TASK INSTRUCTIONS :: What do the lines say, reproduced word for word, from the first of the entries below through the line bearing "Map reading. Read"?

(Collected data)
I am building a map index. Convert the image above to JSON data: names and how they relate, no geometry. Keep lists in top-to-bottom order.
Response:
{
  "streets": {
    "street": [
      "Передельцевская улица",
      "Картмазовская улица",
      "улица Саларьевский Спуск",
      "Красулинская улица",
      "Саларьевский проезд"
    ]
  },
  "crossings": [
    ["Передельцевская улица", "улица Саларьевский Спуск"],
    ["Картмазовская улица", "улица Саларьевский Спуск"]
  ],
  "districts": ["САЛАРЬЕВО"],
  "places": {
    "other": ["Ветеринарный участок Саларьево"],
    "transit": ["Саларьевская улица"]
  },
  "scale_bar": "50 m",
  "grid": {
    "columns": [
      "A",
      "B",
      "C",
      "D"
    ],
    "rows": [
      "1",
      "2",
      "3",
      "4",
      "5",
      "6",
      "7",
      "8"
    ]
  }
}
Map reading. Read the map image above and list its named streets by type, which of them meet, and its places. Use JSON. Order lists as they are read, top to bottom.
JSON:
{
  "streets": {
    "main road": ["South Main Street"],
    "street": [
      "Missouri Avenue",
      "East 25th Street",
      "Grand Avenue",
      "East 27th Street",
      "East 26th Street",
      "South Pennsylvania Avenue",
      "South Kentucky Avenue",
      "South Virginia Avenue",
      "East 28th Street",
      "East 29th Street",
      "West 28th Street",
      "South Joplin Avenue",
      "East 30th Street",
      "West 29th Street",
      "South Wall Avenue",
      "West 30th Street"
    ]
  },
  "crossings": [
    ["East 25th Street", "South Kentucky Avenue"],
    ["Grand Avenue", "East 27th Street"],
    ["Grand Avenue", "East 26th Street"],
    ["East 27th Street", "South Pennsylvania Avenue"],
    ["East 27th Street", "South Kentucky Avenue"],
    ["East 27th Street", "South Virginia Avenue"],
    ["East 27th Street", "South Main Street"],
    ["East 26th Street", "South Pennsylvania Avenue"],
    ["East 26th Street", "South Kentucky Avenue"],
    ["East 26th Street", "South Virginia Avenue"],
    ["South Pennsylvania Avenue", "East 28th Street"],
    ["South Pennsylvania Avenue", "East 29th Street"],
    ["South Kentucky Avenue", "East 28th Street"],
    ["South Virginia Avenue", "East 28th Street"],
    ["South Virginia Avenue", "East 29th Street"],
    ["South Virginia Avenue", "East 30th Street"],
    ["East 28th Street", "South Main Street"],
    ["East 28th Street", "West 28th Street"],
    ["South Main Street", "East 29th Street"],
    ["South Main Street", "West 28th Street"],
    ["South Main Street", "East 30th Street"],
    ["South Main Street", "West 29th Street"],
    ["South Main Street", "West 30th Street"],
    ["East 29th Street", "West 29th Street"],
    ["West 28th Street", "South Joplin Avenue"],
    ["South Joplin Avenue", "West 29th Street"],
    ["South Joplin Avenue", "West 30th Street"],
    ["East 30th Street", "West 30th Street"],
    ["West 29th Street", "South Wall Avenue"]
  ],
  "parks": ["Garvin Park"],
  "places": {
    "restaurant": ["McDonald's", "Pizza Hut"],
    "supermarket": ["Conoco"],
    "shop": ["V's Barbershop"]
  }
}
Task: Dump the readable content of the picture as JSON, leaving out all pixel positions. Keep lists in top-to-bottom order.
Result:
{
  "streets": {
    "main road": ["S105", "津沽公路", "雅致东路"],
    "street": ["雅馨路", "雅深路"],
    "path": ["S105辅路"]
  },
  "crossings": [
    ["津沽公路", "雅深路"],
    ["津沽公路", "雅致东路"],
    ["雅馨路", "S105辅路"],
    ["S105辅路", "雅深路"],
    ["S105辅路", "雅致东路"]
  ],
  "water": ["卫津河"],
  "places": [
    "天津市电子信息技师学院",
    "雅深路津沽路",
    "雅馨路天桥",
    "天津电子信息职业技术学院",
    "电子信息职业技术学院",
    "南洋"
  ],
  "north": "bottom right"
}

SOLUTION ::
I am building a map index. Convert the image above to JSON data: names and how they relate, no geometry. Keep lists in top-to-bottom order.
Response:
{
  "streets": {
    "street": [
      "Передельцевская улица",
      "Картмазовская улица",
      "улица Саларьевский Спуск",
      "Красулинская улица",
      "Саларьевский проезд"
    ]
  },
  "crossings": [
    ["Передельцевская улица", "улица Саларьевский Спуск"],
    ["Картмазовская улица", "улица Саларьевский Спуск"]
  ],
  "districts": ["САЛАРЬЕВО"],
  "places": {
    "other": ["Ветеринарный участок Саларьево"],
    "transit": ["Саларьевская улица"]
  },
  "scale_bar": "50 m",
  "grid": {
    "columns": [
      "A",
      "B",
      "C",
      "D"
    ],
    "rows": [
      "1",
      "2",
      "3",
      "4",
      "5",
      "6",
      "7",
      "8"
    ]
  }
}
Map reading. Read the map image above and list its named streets by type, which of them meet, and its places. Use JSON. Order lists as they are read, top to bottom.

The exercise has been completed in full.